「10年後」

 

「10年後にまた会おう」


そう009が宣言した。


「ああ、またな」

「じゃあな」


みんなはあっさりと手を振って去ってゆく。
だから――私も軽く手を振った。


「ええ。10年後に」


そしてにっこり笑ってみせた。

 

長いミッションが終わって平和の時が訪れた。
だから、リーダーである009が「次に会うのは10年後だ」と言っても誰も何も言わなかった。

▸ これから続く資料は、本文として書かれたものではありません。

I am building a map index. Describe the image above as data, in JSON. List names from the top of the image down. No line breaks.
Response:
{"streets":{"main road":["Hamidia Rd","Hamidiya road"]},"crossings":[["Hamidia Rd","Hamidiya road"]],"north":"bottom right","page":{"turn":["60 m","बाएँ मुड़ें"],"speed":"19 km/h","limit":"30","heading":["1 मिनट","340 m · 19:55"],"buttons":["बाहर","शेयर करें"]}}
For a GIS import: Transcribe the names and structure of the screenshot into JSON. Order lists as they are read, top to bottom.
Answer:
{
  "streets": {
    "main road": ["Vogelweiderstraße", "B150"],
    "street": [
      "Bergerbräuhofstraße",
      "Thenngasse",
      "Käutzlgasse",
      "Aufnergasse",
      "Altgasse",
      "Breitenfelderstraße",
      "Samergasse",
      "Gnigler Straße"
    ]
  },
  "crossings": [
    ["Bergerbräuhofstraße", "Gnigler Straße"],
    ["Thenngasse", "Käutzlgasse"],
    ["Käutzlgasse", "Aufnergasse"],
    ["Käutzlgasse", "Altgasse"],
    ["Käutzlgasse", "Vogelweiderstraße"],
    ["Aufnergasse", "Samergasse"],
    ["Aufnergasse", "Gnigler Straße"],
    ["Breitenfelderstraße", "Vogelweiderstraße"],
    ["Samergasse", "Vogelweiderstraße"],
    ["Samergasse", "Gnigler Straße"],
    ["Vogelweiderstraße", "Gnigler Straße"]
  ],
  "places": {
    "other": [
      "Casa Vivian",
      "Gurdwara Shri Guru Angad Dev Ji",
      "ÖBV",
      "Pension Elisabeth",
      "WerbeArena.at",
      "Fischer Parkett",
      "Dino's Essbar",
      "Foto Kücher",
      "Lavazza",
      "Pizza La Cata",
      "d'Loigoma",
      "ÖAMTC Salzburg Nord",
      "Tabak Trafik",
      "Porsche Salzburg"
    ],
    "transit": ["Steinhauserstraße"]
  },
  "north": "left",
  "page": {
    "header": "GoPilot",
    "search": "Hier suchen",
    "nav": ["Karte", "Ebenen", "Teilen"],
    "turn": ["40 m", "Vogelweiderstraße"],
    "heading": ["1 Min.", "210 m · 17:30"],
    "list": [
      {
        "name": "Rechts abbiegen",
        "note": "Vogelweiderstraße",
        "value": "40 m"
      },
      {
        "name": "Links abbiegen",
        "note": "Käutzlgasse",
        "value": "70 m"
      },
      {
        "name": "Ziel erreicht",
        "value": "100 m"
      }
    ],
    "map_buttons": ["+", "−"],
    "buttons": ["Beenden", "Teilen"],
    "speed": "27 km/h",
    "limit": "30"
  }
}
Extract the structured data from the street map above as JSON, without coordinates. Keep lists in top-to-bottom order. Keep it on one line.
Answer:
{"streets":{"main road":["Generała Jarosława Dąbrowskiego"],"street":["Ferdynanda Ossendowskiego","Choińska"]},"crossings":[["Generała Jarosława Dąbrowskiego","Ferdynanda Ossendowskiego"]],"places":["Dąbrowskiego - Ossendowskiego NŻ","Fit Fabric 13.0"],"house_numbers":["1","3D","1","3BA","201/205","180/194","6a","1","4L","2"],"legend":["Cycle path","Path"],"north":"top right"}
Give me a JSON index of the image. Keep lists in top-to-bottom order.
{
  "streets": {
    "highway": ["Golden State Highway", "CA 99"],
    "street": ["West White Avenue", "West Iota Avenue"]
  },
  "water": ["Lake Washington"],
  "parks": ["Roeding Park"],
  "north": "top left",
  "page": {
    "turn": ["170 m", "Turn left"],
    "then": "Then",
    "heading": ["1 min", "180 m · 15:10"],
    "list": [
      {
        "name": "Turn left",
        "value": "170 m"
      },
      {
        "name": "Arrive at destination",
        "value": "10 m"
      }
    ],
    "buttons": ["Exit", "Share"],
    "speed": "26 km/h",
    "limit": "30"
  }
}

ゼロゼロナンバーは死の番号。とはいっても、たかだか10年くらい平和に過ごしてもいいだろう。
せめて10年くらいはサイボーグということを忘れたい。たとえ束の間でも。

それに――そう、私たちはお互いに会わないほうがいいのだ。
私たちが一堂に会する時、それは世界が平和でなくなった時なのだから。

だから10年後というのは単なる言葉のあやで目安でしかない。
もしかしたらもっと早く召集されるかもしれないし、あるいはもっともっと先の話になるかもしれない。

それは誰にもわからない。

人類が決めることなのだ。

ともかく、たとえ束の間でも今は世界は平和だ。
だから私たちが一緒にいる必要はない。

共に戦ったといっても祖国はばらばらな私たち。
ミッションが終わった途端、現地解散になったとしても不思議はなかった。

幸か不幸かここはパリ。凱旋門の前だった。
時刻は真夜中。
でも不便はない。
みんな好き勝手な方角に歩いて行く。同じ道は選ばない。

だから私も――誰とも違う道を選んだ。


たったひとり。


――10年後。


それは遠いのか近いのか、まったく予想もつかない未来だった。
ただひとつ確かなのは、そばに009のいない10年が待っているということだった。
再会するのは10年経ってからなのだ。
その間、誰とも会わない。

会ってはいけない。

サイボーグということを忘れて周囲に埋没して、まるで人間のように過ごしてゆく。
みんなでそう決めたのだ。誰が言ったのでもない、ほんとうに全員がそう望んだのだ。
過去に戻ることができないのなら、例え偽りでもいい、人間のように生きる10年があってもいいと。

 

……。

 

ため息が出た。

明日から――ううん、たった今から、私はバレリーナのフランソワーズに戻る。
防護服や眼や耳の機能なんかと無縁の生活が待っている。
心が弾まないわけはない――のに、なぜか気持ちが沈んでくる。


なぜ?


わからない。

 

ううん。

本当はわかってる。


009は――ジョーは、何の屈託もなく「10年後」と言ったのだ。
それは、10年間私と会えなくても彼にとっては何にも苦ではないとそういう意味だ。
そのくらいあっさりと彼は言ったのだ。
だから私も負けないくらいさらりと答えた。そうね10年後ね、って。笑顔さえ浮かべて。


――私はバカだ。

どうして、一緒がいい、って言えなかったんだろう。
言って彼が困った顔をしても、冷たくそれは無理だよと言ったとしても、それでもこうして後悔するよりマシだったろう。
だってそれが私の本音なのだから。

なのに。

格好つけて私はあなたがいなくても平気よって顔をして笑ってみせた。
そんな強がりをしてみせたところで何も得るものはないのに。

本当に欲しいものは、言葉に出さなければ絶対に手に入ることはないのに。


私はバカだ。

 

でも――もう、遅い。

 

 

しばらく歩いてアパルトマンに着いた。
でも、ドアを開けることはできなかった。
だってドアを開けてしまったら――本当に「平和な日々」が始まってしまう。
戦ってきた日は途端に過去になる。
みんなとの日々も。
009と一緒にいた毎日も。
ぜんぶ、過去の話になってしまう。
思い出にすらならない。記憶の奥深くに埋めるべき過去。忘れて当然の。


――イヤだ。

009を――ジョーを忘れるのは――したくない。


できない。

 

――もしかしたら。


今からでも走って戻れば、まだ間に合う?

009の元に。

ジョーに、一緒にいたいと伝える時間はまだ――ある?

 

私は数歩下がると、ぱっと身を翻した。
遅すぎるかもしれない。でもまだ間に合うかもしれない。
その可能性を潰したくはなかった。

これ以上、後悔はしたくなかったから。
これから先の10年間、後悔しながら生きるのだけは絶対にイヤだった。


でも。


駆け出した私の行く手には、大きな障害が待っていた。